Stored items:
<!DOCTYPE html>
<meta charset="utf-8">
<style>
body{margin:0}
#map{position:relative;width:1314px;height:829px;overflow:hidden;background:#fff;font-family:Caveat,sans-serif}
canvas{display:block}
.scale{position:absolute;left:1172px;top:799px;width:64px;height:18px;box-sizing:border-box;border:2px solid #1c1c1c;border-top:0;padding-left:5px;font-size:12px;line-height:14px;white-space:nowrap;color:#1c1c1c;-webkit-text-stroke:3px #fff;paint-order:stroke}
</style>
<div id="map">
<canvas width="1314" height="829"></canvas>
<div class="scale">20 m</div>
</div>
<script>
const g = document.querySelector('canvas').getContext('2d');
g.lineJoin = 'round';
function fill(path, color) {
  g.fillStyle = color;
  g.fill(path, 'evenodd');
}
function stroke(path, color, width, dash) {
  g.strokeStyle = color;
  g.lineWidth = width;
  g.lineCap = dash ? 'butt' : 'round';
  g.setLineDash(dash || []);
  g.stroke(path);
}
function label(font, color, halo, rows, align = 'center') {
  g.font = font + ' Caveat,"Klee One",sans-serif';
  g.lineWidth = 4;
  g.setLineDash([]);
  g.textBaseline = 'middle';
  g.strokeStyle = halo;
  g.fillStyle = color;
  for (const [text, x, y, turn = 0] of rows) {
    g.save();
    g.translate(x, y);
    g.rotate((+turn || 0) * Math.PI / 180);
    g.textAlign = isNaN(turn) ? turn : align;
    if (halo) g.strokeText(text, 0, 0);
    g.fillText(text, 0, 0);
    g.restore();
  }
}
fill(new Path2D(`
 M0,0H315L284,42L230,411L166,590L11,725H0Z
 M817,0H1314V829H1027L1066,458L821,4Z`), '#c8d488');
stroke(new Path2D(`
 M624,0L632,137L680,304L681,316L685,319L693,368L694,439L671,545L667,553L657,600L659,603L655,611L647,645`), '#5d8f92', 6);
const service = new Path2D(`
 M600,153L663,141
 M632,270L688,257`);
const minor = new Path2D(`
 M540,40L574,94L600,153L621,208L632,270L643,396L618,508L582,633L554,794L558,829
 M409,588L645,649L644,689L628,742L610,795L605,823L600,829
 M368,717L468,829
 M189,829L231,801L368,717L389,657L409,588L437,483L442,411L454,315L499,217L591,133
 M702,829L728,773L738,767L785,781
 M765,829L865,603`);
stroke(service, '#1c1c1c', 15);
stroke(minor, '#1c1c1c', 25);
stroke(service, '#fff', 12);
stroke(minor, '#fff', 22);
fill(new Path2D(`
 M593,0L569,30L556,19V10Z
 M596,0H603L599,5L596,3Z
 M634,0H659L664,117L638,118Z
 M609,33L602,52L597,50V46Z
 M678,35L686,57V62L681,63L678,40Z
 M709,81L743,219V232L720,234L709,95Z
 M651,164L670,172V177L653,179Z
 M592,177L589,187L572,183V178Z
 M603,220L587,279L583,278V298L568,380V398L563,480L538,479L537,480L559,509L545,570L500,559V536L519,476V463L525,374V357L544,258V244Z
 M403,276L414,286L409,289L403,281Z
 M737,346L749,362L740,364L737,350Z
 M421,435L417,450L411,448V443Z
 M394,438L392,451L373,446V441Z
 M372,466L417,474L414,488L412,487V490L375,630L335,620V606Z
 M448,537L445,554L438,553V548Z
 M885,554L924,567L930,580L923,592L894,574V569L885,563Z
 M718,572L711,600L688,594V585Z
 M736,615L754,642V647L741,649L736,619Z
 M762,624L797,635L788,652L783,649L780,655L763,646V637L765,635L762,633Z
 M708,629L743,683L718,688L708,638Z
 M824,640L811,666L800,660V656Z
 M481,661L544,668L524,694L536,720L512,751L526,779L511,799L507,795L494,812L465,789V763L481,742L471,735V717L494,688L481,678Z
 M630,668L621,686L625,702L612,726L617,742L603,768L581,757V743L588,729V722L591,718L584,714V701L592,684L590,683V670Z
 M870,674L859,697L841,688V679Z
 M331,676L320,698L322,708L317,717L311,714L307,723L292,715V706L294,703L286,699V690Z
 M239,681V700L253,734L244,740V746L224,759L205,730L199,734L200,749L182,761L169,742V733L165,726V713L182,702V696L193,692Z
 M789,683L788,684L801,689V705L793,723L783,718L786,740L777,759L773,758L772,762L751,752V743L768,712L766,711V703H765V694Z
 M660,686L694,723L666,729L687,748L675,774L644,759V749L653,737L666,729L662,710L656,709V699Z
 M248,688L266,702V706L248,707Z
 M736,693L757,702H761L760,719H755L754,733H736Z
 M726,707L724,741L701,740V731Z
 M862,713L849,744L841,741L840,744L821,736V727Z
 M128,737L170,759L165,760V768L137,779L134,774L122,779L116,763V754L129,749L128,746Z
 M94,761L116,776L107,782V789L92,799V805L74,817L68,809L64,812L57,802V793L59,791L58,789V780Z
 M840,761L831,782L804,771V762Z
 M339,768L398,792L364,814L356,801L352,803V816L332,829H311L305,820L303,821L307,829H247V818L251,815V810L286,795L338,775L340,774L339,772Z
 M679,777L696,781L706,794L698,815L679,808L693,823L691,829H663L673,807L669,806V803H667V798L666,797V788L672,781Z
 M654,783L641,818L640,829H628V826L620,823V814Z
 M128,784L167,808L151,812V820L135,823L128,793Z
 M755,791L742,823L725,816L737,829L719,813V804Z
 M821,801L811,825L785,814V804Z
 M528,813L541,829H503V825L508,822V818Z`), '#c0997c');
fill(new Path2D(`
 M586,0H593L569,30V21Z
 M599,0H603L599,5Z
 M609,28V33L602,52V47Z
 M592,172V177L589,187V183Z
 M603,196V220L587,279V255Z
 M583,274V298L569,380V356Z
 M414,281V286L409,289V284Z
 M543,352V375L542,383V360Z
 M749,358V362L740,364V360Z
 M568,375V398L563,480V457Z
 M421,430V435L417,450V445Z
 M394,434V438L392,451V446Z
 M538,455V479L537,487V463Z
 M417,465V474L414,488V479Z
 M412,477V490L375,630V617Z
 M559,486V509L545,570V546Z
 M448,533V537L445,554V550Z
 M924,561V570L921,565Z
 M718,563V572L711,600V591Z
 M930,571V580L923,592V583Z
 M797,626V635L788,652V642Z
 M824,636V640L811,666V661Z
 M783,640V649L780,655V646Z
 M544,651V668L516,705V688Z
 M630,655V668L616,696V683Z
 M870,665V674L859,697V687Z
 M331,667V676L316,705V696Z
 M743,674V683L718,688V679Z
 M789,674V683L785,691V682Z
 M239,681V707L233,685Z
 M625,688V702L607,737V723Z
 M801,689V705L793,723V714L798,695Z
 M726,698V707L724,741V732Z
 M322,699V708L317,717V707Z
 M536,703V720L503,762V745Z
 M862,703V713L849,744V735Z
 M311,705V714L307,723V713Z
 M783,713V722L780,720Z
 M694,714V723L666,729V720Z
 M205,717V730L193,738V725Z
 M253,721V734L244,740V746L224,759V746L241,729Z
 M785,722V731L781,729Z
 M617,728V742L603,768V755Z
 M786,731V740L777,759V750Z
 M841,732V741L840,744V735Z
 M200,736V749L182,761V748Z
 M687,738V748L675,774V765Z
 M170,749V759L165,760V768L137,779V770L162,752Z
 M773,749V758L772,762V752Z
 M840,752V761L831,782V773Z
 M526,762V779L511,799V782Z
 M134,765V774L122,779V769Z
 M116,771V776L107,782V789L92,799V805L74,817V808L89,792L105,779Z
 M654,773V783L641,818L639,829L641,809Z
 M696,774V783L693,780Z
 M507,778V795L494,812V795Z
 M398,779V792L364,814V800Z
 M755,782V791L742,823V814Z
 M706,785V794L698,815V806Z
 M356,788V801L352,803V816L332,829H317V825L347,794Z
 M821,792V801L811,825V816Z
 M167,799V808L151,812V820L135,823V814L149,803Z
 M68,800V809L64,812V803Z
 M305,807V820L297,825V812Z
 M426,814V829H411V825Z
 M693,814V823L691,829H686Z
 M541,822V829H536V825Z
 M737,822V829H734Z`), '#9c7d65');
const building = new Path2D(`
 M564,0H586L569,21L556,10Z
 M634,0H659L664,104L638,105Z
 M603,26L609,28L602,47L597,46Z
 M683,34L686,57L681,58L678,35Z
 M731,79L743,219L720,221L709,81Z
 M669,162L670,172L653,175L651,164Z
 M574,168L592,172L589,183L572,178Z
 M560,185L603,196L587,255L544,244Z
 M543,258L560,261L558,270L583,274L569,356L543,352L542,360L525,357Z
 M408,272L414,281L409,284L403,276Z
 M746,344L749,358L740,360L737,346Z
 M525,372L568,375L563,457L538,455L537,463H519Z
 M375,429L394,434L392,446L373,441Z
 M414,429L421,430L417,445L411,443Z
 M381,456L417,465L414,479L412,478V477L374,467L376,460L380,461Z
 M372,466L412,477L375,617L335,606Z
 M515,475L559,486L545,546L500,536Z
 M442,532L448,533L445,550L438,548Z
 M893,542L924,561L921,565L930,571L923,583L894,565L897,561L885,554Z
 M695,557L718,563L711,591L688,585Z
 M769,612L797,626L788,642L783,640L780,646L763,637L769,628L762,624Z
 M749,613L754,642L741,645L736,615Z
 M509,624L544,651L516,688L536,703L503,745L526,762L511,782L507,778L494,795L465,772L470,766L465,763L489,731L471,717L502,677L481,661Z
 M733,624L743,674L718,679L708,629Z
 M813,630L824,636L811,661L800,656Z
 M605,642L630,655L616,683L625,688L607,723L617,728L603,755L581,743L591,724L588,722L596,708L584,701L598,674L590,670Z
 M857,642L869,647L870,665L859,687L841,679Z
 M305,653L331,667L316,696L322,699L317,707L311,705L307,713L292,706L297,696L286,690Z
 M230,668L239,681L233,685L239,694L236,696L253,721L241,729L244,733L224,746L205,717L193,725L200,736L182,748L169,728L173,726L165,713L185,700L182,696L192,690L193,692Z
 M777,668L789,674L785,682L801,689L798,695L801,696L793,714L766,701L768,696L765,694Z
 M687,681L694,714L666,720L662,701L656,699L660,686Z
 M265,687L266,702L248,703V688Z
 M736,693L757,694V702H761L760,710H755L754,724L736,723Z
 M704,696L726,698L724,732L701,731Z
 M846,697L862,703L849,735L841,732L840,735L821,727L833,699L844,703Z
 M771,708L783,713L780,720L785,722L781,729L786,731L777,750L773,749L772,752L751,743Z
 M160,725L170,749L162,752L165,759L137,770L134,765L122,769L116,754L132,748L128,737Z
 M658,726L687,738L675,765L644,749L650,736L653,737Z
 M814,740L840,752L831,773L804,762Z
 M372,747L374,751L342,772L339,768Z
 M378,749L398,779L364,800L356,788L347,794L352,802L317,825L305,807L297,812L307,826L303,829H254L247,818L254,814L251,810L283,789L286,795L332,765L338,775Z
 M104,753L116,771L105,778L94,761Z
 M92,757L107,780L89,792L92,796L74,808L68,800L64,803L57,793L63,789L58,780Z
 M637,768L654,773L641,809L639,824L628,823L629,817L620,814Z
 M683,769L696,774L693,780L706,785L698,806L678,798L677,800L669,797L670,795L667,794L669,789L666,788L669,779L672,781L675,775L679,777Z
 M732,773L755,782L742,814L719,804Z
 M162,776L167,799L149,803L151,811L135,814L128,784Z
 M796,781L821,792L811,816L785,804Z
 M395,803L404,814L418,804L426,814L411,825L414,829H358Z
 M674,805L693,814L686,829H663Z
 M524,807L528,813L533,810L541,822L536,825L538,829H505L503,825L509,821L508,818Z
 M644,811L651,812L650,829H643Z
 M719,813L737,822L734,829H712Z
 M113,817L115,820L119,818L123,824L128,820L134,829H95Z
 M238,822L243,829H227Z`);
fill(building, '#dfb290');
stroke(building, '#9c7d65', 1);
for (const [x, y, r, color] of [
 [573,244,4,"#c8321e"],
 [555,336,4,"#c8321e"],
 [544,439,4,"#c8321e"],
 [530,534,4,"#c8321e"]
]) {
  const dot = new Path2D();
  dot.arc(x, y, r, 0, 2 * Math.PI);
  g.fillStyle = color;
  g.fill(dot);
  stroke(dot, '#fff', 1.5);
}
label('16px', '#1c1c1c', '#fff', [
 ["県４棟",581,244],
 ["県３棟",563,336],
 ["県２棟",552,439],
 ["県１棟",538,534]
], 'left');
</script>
* * *
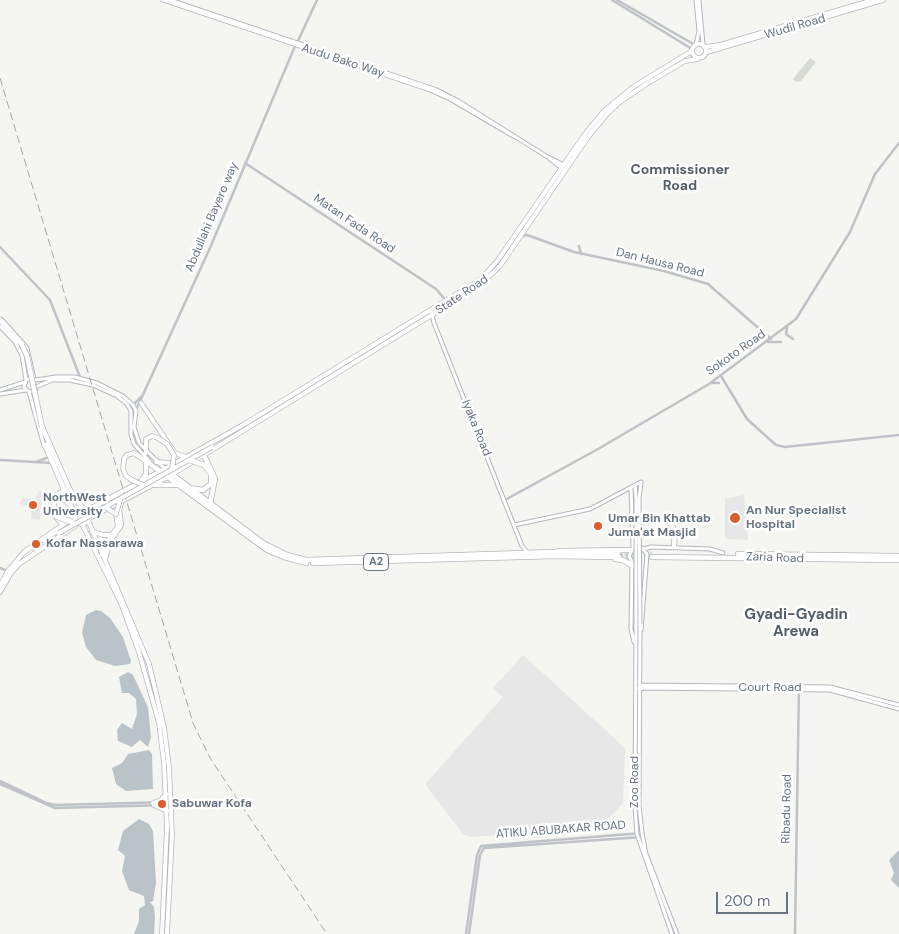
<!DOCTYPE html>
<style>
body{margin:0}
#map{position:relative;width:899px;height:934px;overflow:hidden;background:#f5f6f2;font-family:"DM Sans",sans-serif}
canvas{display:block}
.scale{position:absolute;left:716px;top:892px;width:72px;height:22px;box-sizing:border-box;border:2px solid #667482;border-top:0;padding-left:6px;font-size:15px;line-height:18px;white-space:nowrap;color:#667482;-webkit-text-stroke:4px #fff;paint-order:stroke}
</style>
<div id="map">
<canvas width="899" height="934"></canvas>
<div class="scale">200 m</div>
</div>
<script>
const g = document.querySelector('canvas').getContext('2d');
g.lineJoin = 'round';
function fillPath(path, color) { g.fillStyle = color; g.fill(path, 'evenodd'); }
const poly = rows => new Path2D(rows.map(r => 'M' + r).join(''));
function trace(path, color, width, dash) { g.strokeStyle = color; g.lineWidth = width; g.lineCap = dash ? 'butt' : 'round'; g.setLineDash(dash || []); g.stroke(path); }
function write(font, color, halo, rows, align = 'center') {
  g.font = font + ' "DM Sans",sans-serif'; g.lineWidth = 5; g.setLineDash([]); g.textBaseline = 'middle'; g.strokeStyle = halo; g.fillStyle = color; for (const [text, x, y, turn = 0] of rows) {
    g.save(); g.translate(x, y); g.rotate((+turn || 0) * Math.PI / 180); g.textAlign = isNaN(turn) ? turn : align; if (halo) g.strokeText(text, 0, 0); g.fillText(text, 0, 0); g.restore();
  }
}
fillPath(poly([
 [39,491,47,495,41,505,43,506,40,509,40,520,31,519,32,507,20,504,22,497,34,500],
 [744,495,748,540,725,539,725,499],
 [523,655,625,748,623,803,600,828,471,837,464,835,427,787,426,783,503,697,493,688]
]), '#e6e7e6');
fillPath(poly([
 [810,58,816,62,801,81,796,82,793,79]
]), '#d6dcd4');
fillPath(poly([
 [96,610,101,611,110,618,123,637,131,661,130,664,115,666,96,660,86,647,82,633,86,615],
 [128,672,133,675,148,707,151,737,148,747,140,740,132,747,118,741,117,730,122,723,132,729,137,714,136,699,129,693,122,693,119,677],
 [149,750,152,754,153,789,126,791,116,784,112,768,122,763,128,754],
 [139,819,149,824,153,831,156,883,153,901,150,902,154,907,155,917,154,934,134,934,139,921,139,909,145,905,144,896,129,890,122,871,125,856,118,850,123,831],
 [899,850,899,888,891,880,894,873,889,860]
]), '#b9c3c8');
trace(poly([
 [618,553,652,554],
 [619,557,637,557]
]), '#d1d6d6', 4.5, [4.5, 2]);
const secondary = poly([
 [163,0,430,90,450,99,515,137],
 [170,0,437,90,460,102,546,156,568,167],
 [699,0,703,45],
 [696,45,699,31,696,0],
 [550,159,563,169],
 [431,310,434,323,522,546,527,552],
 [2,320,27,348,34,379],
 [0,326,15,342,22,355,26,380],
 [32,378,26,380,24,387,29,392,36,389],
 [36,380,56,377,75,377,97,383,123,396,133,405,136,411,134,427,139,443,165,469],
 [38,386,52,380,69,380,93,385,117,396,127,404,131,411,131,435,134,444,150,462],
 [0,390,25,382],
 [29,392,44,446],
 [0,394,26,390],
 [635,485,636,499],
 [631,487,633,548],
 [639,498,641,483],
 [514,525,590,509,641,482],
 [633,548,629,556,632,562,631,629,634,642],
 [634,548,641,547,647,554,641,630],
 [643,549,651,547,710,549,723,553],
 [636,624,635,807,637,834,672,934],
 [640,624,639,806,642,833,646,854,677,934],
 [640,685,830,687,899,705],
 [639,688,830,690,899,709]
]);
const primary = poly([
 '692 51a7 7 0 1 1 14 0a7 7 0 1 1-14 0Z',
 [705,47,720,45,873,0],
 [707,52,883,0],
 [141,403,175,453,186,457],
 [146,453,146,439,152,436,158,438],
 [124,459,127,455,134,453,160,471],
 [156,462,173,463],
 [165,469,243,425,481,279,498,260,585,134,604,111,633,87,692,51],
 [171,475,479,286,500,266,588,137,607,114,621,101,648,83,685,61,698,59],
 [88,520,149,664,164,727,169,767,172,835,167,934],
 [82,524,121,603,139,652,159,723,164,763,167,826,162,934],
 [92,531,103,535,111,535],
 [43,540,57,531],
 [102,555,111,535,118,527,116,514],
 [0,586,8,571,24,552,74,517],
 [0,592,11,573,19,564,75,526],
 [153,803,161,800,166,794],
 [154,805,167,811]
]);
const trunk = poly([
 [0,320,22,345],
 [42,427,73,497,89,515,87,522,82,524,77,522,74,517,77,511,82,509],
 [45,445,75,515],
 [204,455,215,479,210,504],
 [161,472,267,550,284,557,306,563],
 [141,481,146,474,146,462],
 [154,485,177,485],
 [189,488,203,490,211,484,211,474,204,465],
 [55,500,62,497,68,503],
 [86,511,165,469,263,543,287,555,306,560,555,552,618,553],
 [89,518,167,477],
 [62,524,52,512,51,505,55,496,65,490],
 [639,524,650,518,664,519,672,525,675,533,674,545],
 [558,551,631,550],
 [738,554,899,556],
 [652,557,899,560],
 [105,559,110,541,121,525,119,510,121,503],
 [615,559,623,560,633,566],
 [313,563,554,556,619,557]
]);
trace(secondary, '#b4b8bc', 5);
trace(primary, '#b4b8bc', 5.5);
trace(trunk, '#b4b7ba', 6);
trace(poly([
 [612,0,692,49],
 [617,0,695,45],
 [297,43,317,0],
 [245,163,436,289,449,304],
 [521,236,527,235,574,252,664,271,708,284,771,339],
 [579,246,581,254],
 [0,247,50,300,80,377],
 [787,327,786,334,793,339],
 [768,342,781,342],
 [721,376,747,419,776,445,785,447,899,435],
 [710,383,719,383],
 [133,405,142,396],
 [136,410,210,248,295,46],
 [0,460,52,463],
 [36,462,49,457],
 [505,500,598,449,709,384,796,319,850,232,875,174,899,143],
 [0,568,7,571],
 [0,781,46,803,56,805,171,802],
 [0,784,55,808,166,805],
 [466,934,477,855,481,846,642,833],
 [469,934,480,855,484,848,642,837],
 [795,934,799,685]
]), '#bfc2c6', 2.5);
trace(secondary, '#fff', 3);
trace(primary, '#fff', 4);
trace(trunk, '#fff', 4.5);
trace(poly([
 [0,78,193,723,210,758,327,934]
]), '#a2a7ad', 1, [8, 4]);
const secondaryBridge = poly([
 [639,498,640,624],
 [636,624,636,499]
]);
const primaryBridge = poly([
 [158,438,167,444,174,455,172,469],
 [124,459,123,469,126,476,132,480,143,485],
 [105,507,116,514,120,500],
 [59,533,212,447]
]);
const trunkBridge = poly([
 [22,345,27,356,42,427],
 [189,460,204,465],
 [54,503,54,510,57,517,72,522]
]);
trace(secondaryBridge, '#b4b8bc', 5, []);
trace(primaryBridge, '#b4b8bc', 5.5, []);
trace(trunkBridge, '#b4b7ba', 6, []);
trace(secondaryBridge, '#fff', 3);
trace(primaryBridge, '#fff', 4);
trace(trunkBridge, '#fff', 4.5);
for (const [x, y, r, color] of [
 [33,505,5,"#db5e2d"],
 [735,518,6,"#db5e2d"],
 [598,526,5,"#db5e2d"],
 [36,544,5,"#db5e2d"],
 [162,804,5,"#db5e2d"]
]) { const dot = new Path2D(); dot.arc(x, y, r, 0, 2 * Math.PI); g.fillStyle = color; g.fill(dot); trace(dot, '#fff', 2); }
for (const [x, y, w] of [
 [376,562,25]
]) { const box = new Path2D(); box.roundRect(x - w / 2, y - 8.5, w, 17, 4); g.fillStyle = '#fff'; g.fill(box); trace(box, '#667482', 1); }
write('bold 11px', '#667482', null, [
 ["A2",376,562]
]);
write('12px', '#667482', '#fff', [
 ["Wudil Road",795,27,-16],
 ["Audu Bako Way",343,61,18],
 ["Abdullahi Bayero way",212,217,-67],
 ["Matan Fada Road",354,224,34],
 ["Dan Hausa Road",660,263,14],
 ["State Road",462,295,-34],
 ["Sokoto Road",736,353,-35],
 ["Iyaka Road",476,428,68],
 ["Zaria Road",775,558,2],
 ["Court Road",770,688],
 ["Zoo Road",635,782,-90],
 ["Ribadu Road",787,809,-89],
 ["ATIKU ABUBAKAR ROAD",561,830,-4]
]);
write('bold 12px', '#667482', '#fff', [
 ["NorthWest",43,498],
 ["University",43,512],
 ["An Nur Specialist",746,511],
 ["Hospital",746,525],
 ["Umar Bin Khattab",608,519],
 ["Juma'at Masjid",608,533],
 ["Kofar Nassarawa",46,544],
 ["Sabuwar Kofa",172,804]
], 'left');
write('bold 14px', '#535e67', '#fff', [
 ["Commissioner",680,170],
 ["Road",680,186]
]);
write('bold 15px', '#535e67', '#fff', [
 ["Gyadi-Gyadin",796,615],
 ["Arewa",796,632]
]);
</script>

WHAT TO DO:
If a line in the data above holds the string "strokeText", report that line.

RESPONSE TO THE TASK:
    if (halo) g.strokeText(text, 0, 0);
    g.save(); g.translate(x, y); g.rotate((+turn || 0) * Math.PI / 180); g.textAlign = isNaN(turn) ? turn : align; if (halo) g.strokeText(text, 0, 0); g.fillText(text, 0, 0); g.restore();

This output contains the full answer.